PROBLEM DESCRIPTION =
Report the count of lines below in which the string "this" occurs; include nothing else.

MATERIAL PROVIDED =

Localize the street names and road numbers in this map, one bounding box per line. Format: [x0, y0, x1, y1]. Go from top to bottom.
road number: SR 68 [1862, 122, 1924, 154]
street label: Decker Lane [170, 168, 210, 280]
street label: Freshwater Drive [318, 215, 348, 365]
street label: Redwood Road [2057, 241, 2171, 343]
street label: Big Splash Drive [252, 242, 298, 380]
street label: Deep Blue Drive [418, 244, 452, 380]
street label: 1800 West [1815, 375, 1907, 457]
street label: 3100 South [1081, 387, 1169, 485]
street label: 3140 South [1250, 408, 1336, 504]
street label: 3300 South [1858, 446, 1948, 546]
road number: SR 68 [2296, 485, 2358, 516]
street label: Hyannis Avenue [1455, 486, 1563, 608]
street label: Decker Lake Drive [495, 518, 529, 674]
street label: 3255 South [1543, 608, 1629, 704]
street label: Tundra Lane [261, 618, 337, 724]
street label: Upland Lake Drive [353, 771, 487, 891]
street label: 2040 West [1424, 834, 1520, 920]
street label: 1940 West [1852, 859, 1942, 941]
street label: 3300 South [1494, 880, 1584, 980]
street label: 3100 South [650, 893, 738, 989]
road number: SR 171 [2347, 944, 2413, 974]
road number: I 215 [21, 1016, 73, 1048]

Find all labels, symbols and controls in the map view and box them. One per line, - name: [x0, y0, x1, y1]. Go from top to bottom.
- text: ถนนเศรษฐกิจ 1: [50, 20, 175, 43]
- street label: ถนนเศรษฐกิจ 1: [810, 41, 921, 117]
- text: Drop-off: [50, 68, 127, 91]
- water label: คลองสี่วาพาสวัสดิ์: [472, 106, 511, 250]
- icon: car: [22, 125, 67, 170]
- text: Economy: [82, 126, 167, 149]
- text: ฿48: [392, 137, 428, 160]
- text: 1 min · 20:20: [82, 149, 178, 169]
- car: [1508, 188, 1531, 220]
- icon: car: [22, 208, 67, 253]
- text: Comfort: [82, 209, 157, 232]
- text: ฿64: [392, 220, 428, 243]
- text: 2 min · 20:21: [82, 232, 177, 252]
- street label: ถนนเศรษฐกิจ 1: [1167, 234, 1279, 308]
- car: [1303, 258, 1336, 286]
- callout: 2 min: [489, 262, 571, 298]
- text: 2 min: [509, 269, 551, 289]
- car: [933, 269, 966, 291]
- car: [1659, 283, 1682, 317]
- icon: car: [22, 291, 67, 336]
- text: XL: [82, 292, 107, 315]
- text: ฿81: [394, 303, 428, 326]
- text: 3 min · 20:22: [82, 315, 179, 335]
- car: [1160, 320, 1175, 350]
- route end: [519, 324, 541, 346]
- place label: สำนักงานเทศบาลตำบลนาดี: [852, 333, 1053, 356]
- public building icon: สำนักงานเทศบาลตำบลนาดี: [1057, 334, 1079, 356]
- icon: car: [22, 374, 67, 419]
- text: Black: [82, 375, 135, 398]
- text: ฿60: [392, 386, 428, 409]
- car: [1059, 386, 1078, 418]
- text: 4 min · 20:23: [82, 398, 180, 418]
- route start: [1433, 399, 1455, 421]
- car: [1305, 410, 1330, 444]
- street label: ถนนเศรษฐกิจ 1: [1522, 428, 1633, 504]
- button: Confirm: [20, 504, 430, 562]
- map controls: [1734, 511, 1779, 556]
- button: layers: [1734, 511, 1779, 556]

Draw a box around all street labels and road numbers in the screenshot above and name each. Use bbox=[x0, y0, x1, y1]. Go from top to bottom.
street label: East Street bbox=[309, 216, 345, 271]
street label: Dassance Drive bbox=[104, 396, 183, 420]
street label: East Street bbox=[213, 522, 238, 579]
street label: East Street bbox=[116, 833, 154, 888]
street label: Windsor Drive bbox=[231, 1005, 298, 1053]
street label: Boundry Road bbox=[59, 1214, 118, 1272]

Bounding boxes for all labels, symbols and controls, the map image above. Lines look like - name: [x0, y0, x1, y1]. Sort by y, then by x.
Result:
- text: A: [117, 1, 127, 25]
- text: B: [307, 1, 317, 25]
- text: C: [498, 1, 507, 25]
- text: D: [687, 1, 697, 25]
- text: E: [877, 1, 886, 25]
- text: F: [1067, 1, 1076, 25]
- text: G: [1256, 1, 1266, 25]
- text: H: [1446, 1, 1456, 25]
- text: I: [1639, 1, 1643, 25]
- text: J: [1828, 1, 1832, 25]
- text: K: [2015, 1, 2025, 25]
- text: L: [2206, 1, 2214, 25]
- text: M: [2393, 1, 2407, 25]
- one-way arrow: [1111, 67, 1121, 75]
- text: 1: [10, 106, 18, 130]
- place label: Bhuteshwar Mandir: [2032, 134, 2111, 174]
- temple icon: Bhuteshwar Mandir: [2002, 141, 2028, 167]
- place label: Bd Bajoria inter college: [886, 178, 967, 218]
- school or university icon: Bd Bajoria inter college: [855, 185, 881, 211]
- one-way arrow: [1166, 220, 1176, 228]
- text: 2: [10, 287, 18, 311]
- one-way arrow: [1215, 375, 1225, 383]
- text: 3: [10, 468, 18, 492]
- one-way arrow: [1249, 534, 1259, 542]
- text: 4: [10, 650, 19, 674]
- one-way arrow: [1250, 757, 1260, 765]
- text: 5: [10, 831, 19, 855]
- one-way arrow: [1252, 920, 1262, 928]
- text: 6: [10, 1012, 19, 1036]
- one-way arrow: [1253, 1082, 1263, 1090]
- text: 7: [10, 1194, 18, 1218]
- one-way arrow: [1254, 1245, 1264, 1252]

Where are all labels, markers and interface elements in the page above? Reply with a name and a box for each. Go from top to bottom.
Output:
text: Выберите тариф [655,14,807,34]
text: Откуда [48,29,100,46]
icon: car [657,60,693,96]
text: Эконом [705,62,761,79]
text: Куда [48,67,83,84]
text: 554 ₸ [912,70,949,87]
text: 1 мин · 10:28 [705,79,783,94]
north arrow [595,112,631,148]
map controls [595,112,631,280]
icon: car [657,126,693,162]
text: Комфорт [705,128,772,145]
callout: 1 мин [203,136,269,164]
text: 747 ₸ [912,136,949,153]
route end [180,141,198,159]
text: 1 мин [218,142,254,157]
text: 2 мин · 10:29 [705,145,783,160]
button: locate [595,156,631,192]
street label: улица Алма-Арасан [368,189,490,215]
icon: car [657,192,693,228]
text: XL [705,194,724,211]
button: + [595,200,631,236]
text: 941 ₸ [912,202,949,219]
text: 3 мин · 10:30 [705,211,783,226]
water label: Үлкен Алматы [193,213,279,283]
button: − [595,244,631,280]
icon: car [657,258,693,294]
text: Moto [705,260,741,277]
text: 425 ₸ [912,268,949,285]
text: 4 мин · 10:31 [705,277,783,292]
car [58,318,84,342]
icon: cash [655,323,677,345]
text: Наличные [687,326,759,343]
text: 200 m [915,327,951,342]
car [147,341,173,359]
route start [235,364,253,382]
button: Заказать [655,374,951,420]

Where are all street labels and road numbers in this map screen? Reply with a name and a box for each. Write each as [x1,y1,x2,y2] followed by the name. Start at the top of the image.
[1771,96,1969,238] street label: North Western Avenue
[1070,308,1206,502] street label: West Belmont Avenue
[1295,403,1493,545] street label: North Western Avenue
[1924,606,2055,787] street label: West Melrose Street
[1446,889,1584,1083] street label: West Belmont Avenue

EXERCISE SOLUTION =
2